Con questi nuovi autobus garantirete il distanziamento sui mezzi pubblici? “No – taglia corto il ministro – Con 24 milioni di persone a bordo di mezzi dimezzati non sara’ possibile”.
Quindi, spiega: “Siamo tornati alla capienza del 50% e dobbiamo restarci almeno fino all’estate. Oggi per garantire lo stesso servizio in una citta’ come Milano servirebbe far uscire dall’autorimessa, dalle 7 alle 9, altri 500 mezzi pubblici. Impossibile, dovremmo togliere dalle strade le automobili. A Milano possiamo aggiungere ottanta pullman, non di piu’. Lo stesso ci dicono le simulazioni su Roma, Napoli. Quasi tutte le citta’ metropolitane non sono nelle condizioni di ospitare numeri cosi’ alti di nuovi mezzi pubblici”.
Quindi, per un trasporto a prova di contagio serve “lo scaglionamento degli ingressi e delle uscite da SCUOLA“, anche perche’ gli attuali ingressi sfalsati dalle 8 alle 9 sono “largamente insufficienti. Tra le 7 e le 9 di ogni mattina la metropolitana e gli autobus sono pieni, per poi viaggiare semivuoti dopo le 9,15. Dobbiamo spalmare l’entrata e l’uscita degli studenti sulle prime dodici ore della giornata, dalle 8 alle 20”.

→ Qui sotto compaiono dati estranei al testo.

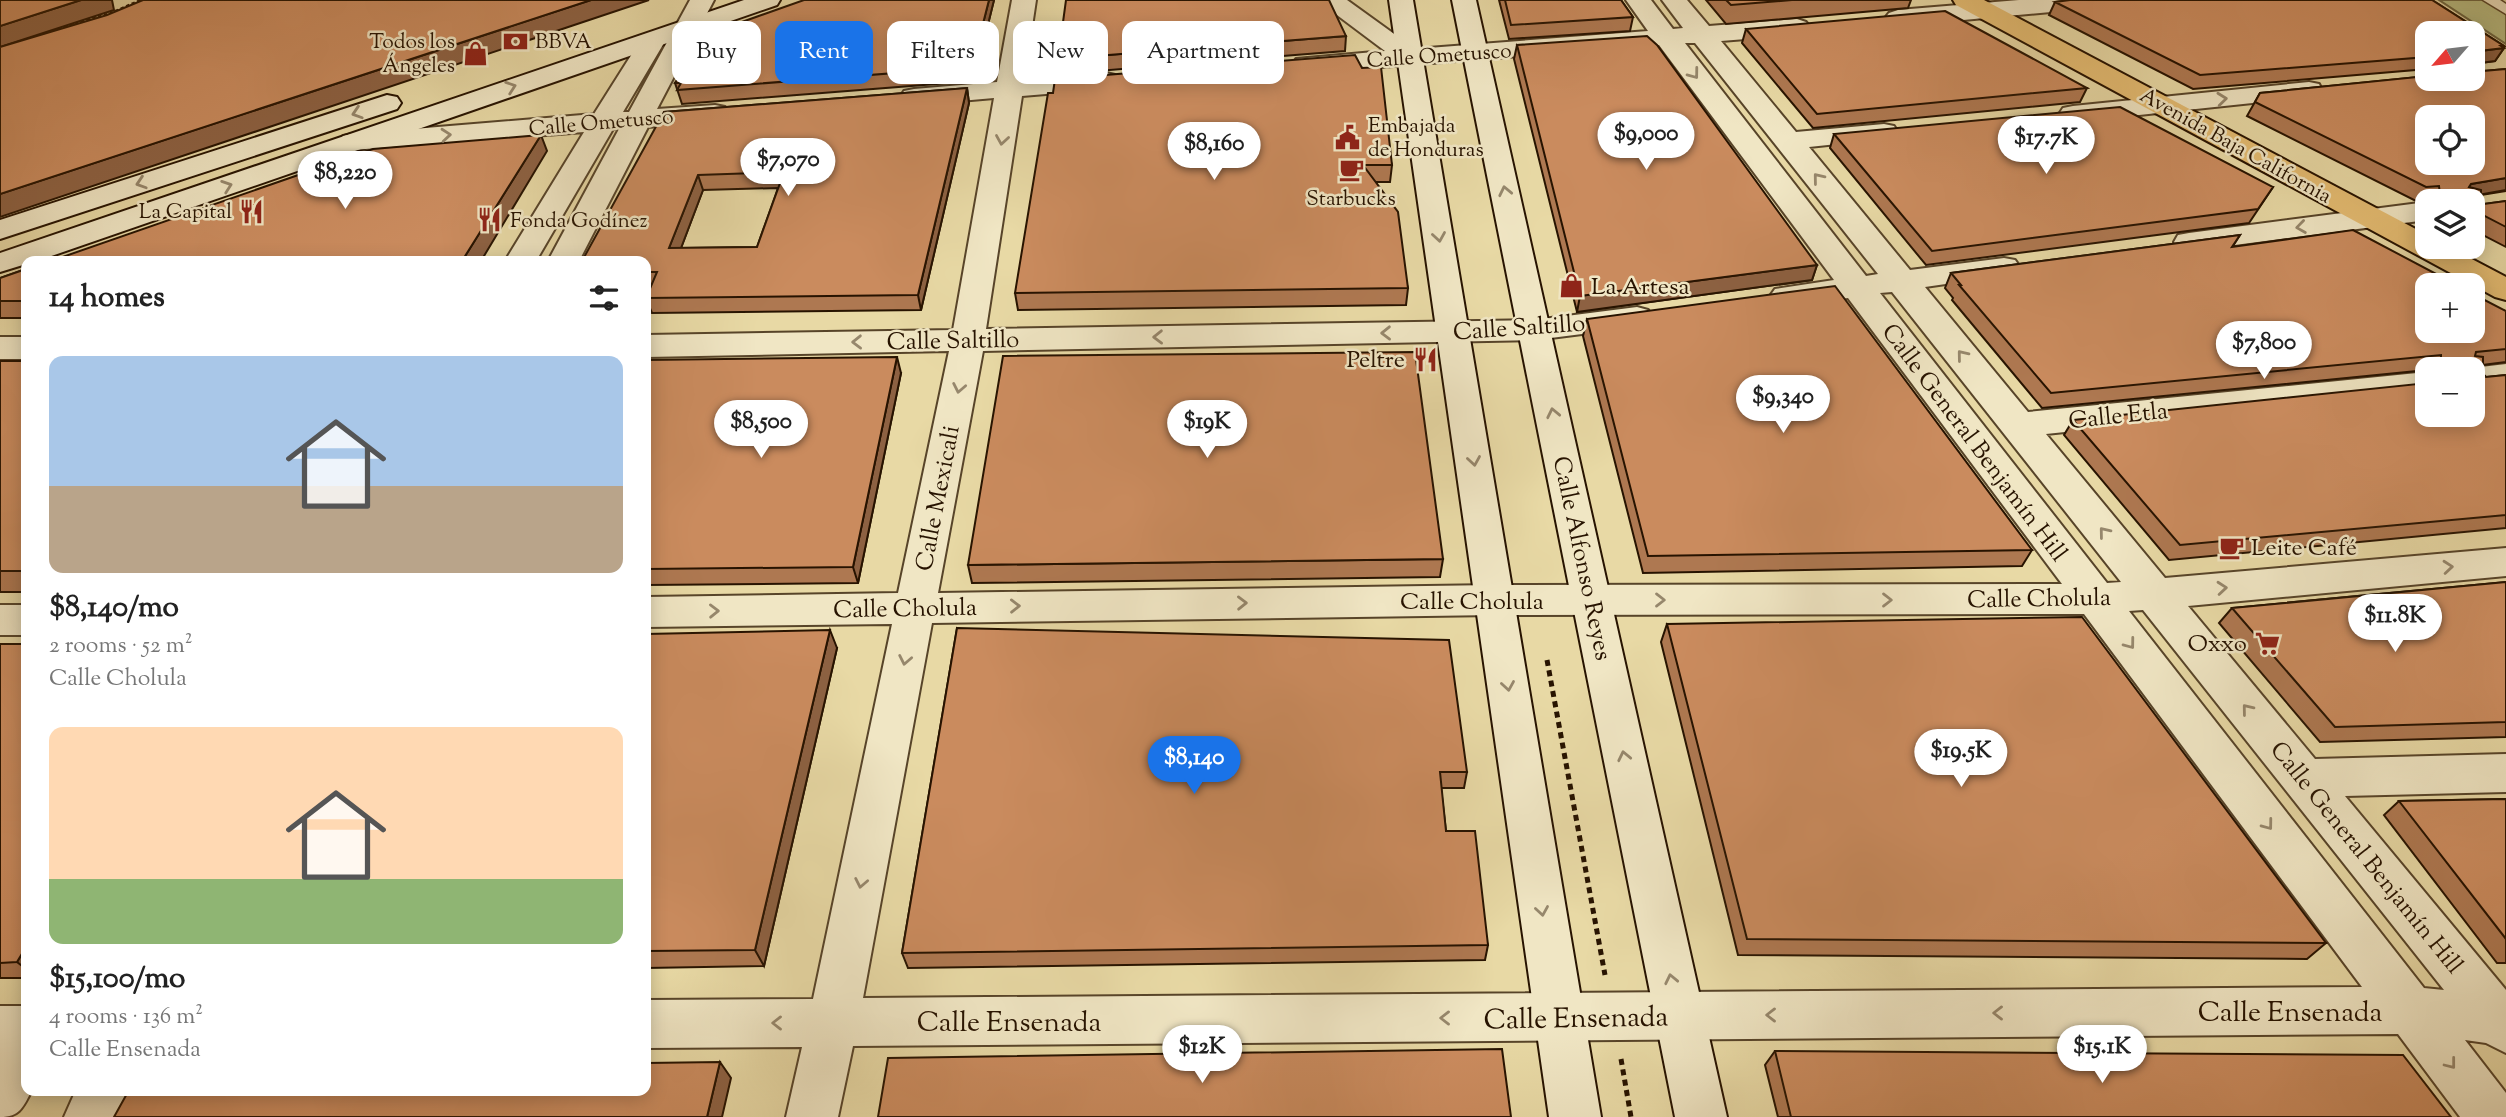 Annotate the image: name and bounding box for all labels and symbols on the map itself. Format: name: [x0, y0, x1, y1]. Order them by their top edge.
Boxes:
north arrow: [2415, 21, 2485, 91]
bank icon: BBVA: [501, 27, 529, 55]
place label: Todos los Ángeles: [369, 28, 455, 82]
place label: BBVA: [535, 28, 592, 58]
street label: Calle Ometusco: [1366, 37, 1513, 77]
shop icon: Todos los Ángeles: [461, 39, 489, 67]
one-way arrow: [1686, 66, 1699, 78]
one-way arrow: [505, 81, 517, 95]
street label: Avenida Baja California: [2134, 81, 2337, 212]
one-way arrow: [2217, 92, 2228, 107]
street label: Calle Ometusco: [527, 103, 675, 145]
one-way arrow: [352, 104, 364, 119]
place label: Embajada de Honduras: [1368, 112, 1484, 166]
pin: $9,000: [1589, 113, 1703, 172]
pin: $17.7K: [1989, 116, 2103, 176]
pin: $8,160: [1157, 122, 1271, 182]
public building icon: Embajada de Honduras: [1334, 123, 1362, 151]
one-way arrow: [440, 128, 451, 143]
one-way arrow: [995, 134, 1010, 146]
pin: $7,070: [731, 138, 845, 198]
pin: $8,220: [288, 152, 402, 211]
cafe icon: Starbucks: [1337, 155, 1365, 183]
one-way arrow: [1814, 174, 1827, 186]
one-way arrow: [135, 175, 148, 189]
one-way arrow: [220, 180, 232, 194]
place label: Starbucks: [1306, 185, 1396, 215]
one-way arrow: [1499, 185, 1513, 197]
restaurant icon: La Capital: [238, 197, 266, 225]
place label: La Capital: [139, 198, 232, 228]
restaurant icon: Fonda Godínez: [476, 206, 504, 234]
place label: Fonda Godínez: [510, 207, 648, 237]
one-way arrow: [2295, 219, 2307, 234]
one-way arrow: [1431, 231, 1446, 243]
place label: La Artesa: [1591, 271, 1690, 305]
shop icon: La Artesa: [1557, 272, 1585, 300]
street label: Calle Saltillo: [1452, 307, 1586, 351]
street label: Calle General Benjamín Hill: [1872, 317, 2075, 570]
pin: $7,800: [2207, 322, 2321, 381]
street label: Calle Saltillo: [886, 324, 1020, 360]
one-way arrow: [1380, 325, 1390, 341]
one-way arrow: [1153, 329, 1164, 344]
one-way arrow: [852, 334, 862, 350]
place label: Peltre: [1347, 344, 1405, 378]
restaurant icon: Peltre: [1411, 345, 1439, 373]
one-way arrow: [1957, 351, 1970, 363]
pin: $9,340: [1726, 376, 1840, 435]
one-way arrow: [952, 382, 967, 394]
street label: Calle Etla: [2067, 395, 2170, 439]
pin: $8,500: [704, 400, 818, 460]
pin: $19K: [1166, 400, 1248, 460]
one-way arrow: [1546, 407, 1561, 419]
street label: Calle Mexicali: [908, 423, 970, 574]
street label: Calle Alfonso Reyes: [1543, 453, 1619, 664]
one-way arrow: [1466, 456, 1481, 467]
one-way arrow: [2100, 528, 2113, 540]
place label: Leite Café: [2251, 532, 2357, 566]
cafe icon: Leite Café: [2217, 533, 2245, 561]
one-way arrow: [2443, 560, 2454, 575]
one-way arrow: [2217, 581, 2228, 596]
street label: Calle Cholula: [1967, 582, 2111, 618]
street label: Calle Cholula: [1400, 586, 1544, 620]
street label: Calle Cholula: [833, 592, 977, 628]
one-way arrow: [1655, 592, 1665, 608]
one-way arrow: [1882, 592, 1893, 608]
pin: $11.8K: [2338, 594, 2452, 654]
one-way arrow: [1237, 596, 1248, 611]
one-way arrow: [1010, 599, 1021, 614]
one-way arrow: [709, 603, 720, 618]
place label: Oxxo: [2187, 628, 2247, 662]
supermarket icon: Oxxo: [2253, 629, 2281, 657]
one-way arrow: [2121, 636, 2134, 649]
one-way arrow: [899, 654, 914, 666]
one-way arrow: [1500, 680, 1515, 692]
one-way arrow: [2243, 705, 2255, 718]
pin: $19.5K: [1904, 730, 2018, 789]
street label: Calle General Benjamín Hill: [2261, 735, 2470, 982]
pin: $8,140: [1137, 736, 1251, 796]
one-way arrow: [1618, 750, 1633, 762]
one-way arrow: [2260, 817, 2273, 829]
one-way arrow: [854, 877, 869, 889]
one-way arrow: [1535, 905, 1550, 917]
one-way arrow: [1664, 973, 1679, 985]
street label: Calle Ensenada: [2198, 994, 2382, 1034]
street label: Calle Ensenada: [1483, 998, 1669, 1042]
street label: Calle Ensenada: [917, 1004, 1101, 1044]
one-way arrow: [1993, 1005, 2003, 1021]
one-way arrow: [1765, 1007, 1776, 1023]
one-way arrow: [1440, 1010, 1450, 1026]
one-way arrow: [771, 1015, 782, 1031]
pin: $12K: [1161, 1026, 1243, 1085]
pin: $15.1K: [2045, 1026, 2159, 1085]
one-way arrow: [2443, 1056, 2456, 1068]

All’orizzonte anche la possibilita’ di distanziare gli ingressi nell’arco della giornata e allungare il servizio nel weekend. “Certo, siamo in emergenza e credo sia necessario fare lezioni in presenza anche il sabato”. Quindi il ministro non esclude la domenica. “Sono decisioni che vanno condivise con tutto il governo, ma, dicevamo, siamo in emergenza e bisogna far cadere ogni tabu’. Ce lo chiedono diverse Regioni. Anche gli orari delle attivita’ produttive dovranno essere cambiati, cadenzati”.